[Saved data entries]
········

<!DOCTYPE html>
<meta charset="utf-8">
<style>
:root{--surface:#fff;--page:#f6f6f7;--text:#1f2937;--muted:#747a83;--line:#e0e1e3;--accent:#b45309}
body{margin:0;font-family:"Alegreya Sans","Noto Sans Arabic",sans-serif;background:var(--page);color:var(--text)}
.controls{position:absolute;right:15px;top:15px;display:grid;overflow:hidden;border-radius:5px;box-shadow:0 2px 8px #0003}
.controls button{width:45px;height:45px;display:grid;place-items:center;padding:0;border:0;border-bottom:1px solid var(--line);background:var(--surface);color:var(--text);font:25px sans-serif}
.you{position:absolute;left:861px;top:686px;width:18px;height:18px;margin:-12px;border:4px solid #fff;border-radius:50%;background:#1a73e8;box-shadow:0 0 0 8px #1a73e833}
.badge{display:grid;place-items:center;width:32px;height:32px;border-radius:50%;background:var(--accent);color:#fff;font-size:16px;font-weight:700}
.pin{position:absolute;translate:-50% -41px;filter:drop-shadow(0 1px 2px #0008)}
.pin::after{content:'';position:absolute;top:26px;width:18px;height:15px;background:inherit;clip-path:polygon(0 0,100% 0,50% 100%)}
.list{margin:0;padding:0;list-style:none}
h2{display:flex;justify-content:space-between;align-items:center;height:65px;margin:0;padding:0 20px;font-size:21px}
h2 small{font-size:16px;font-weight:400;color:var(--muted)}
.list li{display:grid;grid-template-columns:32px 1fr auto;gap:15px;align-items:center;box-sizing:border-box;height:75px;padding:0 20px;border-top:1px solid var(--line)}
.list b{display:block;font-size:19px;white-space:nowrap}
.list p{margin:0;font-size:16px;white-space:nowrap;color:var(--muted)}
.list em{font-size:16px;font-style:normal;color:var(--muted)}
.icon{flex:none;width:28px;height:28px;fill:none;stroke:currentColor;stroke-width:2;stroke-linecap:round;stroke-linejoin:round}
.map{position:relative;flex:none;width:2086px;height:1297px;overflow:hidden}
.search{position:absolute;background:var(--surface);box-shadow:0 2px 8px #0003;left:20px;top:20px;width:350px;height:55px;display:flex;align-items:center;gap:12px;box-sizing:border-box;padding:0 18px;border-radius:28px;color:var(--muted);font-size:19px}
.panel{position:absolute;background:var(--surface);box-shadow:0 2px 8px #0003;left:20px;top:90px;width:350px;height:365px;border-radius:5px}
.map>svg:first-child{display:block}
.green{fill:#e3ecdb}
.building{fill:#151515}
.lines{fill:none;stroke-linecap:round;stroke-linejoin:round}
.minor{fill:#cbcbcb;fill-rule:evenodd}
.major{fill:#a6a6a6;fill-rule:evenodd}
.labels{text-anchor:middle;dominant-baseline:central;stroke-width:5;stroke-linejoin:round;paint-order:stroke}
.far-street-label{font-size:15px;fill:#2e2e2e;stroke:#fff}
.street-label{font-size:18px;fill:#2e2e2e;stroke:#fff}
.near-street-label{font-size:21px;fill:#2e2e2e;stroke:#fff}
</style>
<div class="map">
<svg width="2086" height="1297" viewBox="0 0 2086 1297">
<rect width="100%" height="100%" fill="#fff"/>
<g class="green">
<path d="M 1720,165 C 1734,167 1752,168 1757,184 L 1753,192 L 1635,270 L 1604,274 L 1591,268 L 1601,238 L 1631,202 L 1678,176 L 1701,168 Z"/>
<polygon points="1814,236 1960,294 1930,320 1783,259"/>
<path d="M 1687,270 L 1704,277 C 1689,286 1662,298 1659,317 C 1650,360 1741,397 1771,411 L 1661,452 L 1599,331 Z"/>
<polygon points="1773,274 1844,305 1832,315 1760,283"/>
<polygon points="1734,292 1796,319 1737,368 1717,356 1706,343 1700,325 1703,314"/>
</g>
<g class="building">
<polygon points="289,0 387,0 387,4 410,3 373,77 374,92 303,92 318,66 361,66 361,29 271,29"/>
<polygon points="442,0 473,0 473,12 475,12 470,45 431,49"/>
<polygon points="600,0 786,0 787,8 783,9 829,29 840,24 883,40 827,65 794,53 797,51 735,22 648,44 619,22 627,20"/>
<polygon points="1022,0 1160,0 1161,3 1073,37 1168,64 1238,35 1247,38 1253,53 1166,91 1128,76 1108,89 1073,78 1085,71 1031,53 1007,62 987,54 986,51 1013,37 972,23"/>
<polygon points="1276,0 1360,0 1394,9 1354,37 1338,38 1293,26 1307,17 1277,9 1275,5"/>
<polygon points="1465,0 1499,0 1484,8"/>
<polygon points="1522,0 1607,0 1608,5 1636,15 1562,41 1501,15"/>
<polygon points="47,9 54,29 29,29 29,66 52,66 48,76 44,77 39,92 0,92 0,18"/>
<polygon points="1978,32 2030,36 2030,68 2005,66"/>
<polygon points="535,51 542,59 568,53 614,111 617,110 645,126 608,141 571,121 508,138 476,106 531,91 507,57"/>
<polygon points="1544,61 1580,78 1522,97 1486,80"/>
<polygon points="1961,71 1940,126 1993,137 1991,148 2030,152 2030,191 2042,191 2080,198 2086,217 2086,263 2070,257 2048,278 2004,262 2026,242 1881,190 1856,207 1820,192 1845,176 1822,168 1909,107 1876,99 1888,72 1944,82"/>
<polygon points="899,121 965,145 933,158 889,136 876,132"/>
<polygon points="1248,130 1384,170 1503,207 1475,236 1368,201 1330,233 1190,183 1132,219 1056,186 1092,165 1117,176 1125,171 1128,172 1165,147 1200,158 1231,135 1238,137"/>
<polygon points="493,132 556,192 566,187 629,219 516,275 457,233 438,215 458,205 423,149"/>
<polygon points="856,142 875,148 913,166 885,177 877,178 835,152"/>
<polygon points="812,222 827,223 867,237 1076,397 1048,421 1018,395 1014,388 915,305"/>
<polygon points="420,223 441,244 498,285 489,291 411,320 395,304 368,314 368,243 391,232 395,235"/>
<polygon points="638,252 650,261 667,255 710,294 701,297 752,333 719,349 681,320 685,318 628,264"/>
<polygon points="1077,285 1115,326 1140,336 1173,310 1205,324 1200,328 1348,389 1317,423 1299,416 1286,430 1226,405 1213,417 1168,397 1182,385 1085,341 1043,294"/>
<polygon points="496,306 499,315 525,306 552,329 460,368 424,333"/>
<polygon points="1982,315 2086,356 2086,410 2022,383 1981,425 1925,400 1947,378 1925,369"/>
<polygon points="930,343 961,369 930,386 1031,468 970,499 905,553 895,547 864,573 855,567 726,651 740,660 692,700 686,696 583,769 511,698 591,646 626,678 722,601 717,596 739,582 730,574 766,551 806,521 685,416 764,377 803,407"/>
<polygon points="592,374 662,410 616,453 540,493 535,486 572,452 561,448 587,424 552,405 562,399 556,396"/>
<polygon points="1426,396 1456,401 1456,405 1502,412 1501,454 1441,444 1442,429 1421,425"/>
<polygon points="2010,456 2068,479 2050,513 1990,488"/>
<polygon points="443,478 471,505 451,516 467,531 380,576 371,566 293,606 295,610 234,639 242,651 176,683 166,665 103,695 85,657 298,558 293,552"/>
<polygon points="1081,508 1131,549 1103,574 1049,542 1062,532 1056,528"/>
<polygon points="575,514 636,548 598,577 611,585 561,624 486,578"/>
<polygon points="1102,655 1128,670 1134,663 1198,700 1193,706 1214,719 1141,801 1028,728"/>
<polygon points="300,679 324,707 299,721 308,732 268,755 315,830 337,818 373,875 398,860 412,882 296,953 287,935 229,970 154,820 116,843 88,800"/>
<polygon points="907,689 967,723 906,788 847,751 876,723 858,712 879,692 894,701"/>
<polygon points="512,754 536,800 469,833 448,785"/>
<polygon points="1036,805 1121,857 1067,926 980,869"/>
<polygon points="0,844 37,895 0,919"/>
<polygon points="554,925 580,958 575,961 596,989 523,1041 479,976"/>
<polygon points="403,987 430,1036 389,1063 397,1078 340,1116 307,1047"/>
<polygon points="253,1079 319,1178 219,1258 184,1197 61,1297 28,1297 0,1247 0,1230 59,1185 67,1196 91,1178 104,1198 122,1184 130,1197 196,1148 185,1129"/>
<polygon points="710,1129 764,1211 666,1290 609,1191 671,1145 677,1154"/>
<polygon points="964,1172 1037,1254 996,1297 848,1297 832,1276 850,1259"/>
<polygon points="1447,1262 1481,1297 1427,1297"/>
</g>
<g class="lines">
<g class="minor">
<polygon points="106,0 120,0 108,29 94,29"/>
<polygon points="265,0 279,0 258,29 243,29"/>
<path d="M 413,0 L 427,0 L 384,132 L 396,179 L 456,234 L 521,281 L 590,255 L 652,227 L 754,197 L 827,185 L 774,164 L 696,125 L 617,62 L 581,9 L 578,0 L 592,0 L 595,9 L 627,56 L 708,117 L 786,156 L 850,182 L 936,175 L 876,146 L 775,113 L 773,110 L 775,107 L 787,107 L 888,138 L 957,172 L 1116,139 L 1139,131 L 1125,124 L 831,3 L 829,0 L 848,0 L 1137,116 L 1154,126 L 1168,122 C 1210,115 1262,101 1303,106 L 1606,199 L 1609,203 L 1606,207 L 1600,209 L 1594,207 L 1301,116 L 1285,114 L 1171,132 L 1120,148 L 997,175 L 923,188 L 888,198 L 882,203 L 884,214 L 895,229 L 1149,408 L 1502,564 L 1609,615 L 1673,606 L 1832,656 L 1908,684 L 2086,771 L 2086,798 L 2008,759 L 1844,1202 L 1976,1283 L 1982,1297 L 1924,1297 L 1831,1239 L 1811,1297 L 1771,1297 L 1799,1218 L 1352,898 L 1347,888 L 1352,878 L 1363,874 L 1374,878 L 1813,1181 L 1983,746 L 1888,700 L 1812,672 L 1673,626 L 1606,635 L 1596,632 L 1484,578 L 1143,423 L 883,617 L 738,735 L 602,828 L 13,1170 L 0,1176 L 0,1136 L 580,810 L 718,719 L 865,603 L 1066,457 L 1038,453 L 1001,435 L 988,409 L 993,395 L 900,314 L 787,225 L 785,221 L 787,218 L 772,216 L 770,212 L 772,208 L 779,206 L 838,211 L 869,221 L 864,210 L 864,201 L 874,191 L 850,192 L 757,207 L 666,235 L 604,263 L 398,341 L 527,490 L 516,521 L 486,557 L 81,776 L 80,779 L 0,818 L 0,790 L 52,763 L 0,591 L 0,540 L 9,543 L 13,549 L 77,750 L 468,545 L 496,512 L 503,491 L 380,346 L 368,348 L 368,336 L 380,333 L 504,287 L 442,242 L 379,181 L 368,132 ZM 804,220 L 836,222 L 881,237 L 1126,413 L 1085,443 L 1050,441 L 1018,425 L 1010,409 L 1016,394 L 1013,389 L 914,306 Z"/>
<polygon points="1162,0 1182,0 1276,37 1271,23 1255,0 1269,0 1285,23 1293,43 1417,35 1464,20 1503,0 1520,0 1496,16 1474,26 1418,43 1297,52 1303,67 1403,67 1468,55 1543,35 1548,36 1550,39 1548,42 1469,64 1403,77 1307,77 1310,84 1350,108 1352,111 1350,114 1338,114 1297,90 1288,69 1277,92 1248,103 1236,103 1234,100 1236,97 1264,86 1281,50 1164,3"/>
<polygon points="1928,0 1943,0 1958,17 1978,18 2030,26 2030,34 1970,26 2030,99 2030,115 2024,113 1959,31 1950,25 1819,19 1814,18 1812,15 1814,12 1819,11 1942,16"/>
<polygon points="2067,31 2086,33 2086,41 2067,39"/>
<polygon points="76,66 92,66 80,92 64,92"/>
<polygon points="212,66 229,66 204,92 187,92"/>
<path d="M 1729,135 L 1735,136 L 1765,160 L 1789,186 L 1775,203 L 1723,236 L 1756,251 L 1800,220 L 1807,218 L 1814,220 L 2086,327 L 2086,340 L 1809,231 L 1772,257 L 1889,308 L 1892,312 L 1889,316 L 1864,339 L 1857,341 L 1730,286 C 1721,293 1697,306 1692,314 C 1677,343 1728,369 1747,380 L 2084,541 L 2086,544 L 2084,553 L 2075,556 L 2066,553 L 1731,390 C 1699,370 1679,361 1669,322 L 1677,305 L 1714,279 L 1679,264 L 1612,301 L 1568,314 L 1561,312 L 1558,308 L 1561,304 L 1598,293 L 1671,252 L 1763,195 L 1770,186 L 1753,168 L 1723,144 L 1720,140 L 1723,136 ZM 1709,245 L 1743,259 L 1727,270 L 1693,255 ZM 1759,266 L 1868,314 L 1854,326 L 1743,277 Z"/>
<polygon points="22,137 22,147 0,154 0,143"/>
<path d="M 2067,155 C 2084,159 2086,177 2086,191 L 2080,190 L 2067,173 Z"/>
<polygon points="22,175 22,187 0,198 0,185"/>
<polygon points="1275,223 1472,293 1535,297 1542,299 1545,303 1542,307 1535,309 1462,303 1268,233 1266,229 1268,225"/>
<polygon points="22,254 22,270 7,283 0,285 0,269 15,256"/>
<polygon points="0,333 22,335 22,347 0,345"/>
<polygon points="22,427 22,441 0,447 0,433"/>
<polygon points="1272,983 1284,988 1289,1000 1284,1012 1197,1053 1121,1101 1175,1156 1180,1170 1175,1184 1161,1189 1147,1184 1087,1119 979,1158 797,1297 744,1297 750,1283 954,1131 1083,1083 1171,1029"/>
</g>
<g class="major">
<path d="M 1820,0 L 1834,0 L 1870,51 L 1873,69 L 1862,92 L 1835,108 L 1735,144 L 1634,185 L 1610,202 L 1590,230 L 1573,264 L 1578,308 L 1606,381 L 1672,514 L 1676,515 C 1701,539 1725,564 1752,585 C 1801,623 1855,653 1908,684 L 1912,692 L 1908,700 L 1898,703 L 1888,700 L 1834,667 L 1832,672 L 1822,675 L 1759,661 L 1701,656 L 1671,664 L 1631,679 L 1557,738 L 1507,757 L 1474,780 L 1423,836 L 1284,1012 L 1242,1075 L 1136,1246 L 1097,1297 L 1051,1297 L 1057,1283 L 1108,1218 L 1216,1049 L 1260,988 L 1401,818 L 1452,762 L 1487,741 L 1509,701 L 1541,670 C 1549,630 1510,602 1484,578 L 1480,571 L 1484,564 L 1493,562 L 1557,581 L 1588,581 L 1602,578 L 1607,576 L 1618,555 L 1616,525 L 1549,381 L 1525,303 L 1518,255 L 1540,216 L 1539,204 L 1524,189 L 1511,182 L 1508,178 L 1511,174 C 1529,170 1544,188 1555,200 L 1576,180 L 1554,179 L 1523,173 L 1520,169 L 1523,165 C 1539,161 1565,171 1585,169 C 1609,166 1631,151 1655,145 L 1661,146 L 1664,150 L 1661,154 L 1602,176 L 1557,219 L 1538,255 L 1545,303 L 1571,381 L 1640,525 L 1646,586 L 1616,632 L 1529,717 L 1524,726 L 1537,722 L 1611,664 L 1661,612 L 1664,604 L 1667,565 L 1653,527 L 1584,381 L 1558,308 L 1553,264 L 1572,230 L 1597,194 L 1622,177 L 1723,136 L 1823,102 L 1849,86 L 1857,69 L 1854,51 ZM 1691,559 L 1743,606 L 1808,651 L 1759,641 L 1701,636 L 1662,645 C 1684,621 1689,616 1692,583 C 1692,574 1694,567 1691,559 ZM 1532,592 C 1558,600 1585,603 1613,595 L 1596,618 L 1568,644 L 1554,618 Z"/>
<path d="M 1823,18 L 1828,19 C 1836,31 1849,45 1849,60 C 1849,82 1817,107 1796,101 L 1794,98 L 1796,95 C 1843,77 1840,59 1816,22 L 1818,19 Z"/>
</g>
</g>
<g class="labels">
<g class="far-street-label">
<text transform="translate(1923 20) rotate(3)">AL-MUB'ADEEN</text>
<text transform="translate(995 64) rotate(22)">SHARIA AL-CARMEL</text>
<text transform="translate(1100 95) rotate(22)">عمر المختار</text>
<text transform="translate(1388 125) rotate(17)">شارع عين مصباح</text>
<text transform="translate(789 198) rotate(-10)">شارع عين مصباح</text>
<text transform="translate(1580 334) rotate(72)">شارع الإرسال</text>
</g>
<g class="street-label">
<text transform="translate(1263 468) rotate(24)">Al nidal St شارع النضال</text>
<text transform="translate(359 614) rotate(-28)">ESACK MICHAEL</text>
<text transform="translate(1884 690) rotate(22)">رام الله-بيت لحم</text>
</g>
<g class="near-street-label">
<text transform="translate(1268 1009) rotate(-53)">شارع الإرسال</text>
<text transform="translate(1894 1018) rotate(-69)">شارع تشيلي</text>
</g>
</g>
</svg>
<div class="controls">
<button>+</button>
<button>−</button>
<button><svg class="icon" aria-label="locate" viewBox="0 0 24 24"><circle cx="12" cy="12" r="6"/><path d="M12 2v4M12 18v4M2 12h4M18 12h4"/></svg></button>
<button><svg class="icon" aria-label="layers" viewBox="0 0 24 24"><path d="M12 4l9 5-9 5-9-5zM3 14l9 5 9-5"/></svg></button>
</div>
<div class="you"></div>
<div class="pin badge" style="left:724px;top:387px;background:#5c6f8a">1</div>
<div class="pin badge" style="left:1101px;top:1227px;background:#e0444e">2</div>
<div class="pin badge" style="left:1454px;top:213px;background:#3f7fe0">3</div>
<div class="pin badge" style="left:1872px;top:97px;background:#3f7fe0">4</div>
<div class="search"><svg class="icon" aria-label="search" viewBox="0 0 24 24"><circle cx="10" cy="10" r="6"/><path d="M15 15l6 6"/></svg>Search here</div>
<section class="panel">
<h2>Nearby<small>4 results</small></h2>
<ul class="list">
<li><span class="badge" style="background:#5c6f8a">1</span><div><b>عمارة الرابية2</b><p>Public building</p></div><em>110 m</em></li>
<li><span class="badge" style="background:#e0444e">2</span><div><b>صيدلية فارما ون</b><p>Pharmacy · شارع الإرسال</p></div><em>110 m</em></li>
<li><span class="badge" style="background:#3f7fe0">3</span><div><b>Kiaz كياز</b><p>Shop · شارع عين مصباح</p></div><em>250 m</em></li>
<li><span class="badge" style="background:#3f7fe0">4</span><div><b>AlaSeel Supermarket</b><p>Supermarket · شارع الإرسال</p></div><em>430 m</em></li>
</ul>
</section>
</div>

········

What you need to do: Return precisely the lines of the records, starting with the line that holds "الرابية2</b><p>Public building</p></div><em>110 m</em></li>" and ending with the last one.

Response to the task:
<li><span class="badge" style="background:#5c6f8a">1</span><div><b>عمارة الرابية2</b><p>Public building</p></div><em>110 m</em></li>
<li><span class="badge" style="background:#e0444e">2</span><div><b>صيدلية فارما ون</b><p>Pharmacy · شارع الإرسال</p></div><em>110 m</em></li>
<li><span class="badge" style="background:#3f7fe0">3</span><div><b>Kiaz كياز</b><p>Shop · شارع عين مصباح</p></div><em>250 m</em></li>
<li><span class="badge" style="background:#3f7fe0">4</span><div><b>AlaSeel Supermarket</b><p>Supermarket · شارع الإرسال</p></div><em>430 m</em></li>
</ul>
</section>
</div>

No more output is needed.